Eternal Life – This is such an odd thing for Jesus to say.  It won’t seem odd to many of us because we have heard it so often as to make it passé.  But take a slower look.  Jesus tells us that eternal life has nothing to do with endless living.  All of today’s evangelistic emphasis on getting on the train to glory seems quite misapplied.  I don’t want to board the train to glory.  I need what God has to offer now, not sometime after my body has been put in the ground.  I need the life that Jesus experienced here on earth, in the hours and minutes given to human beings.  The truth is that I can’t hold my breath long enough to get to the end of these troublesome days in hopes of a heavenly reward.  If it isn’t good today, it isn’t what I need.

I think I have every right to expect eternal life to show up today.  After all, Jesus is my exemplar.  He is my model of the perfect human being.  When I look at his relationship with the Father, I clearly see what I want.  I want to know what it is like to hear the Father’s whispers, feel the Father’s smiles, exult in the Father’s will and be pleasing to the Father.  That’s really what I want.  I don’t care about the bigger house or the better job or another cause to endorse.  I want life with God.  I am convinced that this will not only fulfill who I truly am but will be the final measure of deepest satisfaction.  The rest is consigned to ashes anyway.

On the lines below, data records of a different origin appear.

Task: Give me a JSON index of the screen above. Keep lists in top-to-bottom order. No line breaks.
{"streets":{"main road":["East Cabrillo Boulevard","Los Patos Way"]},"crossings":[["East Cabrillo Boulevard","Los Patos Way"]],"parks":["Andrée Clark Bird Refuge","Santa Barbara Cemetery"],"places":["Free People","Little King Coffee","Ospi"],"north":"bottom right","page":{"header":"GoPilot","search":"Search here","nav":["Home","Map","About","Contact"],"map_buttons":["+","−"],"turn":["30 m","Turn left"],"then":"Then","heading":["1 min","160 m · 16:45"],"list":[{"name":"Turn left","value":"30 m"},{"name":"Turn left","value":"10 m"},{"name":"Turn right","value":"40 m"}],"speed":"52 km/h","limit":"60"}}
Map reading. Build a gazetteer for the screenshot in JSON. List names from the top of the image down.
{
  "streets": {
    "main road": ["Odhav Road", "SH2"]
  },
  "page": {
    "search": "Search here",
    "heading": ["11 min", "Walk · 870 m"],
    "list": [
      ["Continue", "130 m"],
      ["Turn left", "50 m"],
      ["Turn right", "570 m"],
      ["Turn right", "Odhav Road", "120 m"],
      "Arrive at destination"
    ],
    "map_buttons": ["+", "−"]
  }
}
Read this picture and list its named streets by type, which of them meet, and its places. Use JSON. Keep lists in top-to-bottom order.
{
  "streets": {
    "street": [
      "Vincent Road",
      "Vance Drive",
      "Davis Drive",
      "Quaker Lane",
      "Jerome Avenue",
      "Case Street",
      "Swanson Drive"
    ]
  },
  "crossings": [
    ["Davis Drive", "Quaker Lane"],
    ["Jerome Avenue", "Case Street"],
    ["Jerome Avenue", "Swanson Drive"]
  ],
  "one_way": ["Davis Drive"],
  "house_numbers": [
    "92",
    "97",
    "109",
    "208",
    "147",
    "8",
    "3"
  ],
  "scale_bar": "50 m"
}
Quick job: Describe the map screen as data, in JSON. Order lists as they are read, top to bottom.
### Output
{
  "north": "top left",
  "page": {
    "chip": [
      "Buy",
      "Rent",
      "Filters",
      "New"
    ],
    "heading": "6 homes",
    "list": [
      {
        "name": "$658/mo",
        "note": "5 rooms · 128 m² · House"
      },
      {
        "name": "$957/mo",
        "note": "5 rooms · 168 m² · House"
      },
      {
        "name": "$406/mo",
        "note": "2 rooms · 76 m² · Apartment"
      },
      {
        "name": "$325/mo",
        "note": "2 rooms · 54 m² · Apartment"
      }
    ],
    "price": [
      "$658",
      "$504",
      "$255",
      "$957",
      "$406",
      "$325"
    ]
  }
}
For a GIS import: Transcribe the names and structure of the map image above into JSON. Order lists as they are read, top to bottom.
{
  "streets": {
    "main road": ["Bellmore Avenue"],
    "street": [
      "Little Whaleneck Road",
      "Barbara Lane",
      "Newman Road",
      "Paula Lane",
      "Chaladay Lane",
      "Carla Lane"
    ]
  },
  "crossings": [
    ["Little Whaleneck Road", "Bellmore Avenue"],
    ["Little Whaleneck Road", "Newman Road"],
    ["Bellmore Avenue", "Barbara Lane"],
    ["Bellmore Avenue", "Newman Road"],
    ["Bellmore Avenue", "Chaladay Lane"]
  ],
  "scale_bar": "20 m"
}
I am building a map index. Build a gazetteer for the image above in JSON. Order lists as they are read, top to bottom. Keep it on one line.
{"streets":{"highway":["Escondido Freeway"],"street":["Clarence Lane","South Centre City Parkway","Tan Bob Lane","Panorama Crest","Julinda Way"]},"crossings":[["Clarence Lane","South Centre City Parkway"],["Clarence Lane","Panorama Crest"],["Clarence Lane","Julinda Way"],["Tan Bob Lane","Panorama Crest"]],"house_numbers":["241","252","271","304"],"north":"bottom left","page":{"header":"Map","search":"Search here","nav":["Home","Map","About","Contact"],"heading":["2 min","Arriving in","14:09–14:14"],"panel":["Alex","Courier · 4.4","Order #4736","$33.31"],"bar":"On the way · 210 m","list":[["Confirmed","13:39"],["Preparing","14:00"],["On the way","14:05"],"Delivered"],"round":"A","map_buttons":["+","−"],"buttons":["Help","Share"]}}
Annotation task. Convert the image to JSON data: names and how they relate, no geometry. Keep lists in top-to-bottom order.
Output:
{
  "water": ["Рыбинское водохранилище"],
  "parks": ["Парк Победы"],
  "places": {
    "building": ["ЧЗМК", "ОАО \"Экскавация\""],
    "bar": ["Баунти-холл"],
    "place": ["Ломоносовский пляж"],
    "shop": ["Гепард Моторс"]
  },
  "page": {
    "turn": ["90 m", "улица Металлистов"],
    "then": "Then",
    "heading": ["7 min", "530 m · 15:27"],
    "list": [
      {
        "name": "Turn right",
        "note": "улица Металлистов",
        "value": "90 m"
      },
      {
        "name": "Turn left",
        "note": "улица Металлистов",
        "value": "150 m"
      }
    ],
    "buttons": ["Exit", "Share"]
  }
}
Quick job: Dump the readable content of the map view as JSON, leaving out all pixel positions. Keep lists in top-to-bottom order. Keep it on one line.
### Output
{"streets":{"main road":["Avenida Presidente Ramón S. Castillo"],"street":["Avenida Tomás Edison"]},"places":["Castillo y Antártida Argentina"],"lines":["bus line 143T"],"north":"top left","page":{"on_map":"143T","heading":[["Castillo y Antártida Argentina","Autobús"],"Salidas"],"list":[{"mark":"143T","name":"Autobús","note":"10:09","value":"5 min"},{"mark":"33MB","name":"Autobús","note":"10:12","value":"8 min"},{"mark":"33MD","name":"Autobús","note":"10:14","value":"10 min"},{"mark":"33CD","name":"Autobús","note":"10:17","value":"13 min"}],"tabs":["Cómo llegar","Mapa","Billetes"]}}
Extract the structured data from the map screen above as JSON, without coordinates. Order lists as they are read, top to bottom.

Did you notice in your slower review that this zoen aionion (life everlasting) is not an event?  It is a present tense continuing experience with the only true God and with Jesus the Messiah.  Not one or the other, but both;  certainly not a gate-pass to someplace else.  Eternal life is the direct result of continuous, intimate relationship.  It comes as the by-product of knowing.  It should be immediately obvious that this kind of knowing has nothing to do with a collection of facts.  My wife and I have a marriage because we are intimately intertwined with each other, not because there is some certificate in the county courthouse.  So it must be with God and Jesus.  There is a purpose behind the choice of marriage as a symbolic representation of spiritual life.  Marriage works when two are all tied up together, when there are multiple levels of intersecting bonds, dependencies, commitments and trust.  The fact that the culture has confused a piece of paper with entanglement only shows how pitiful our world has become.  So, I ask you:  Do you have the same sort of intricate entanglement with God and Jesus?  Are you so intertwined with them that every part of your life affects the interaction?  If I asked you if you are satisfied with your marriage, how would you reply?  And what would your answer be if, under the same imagery, I asked you if you are satisfied with your present eternal life?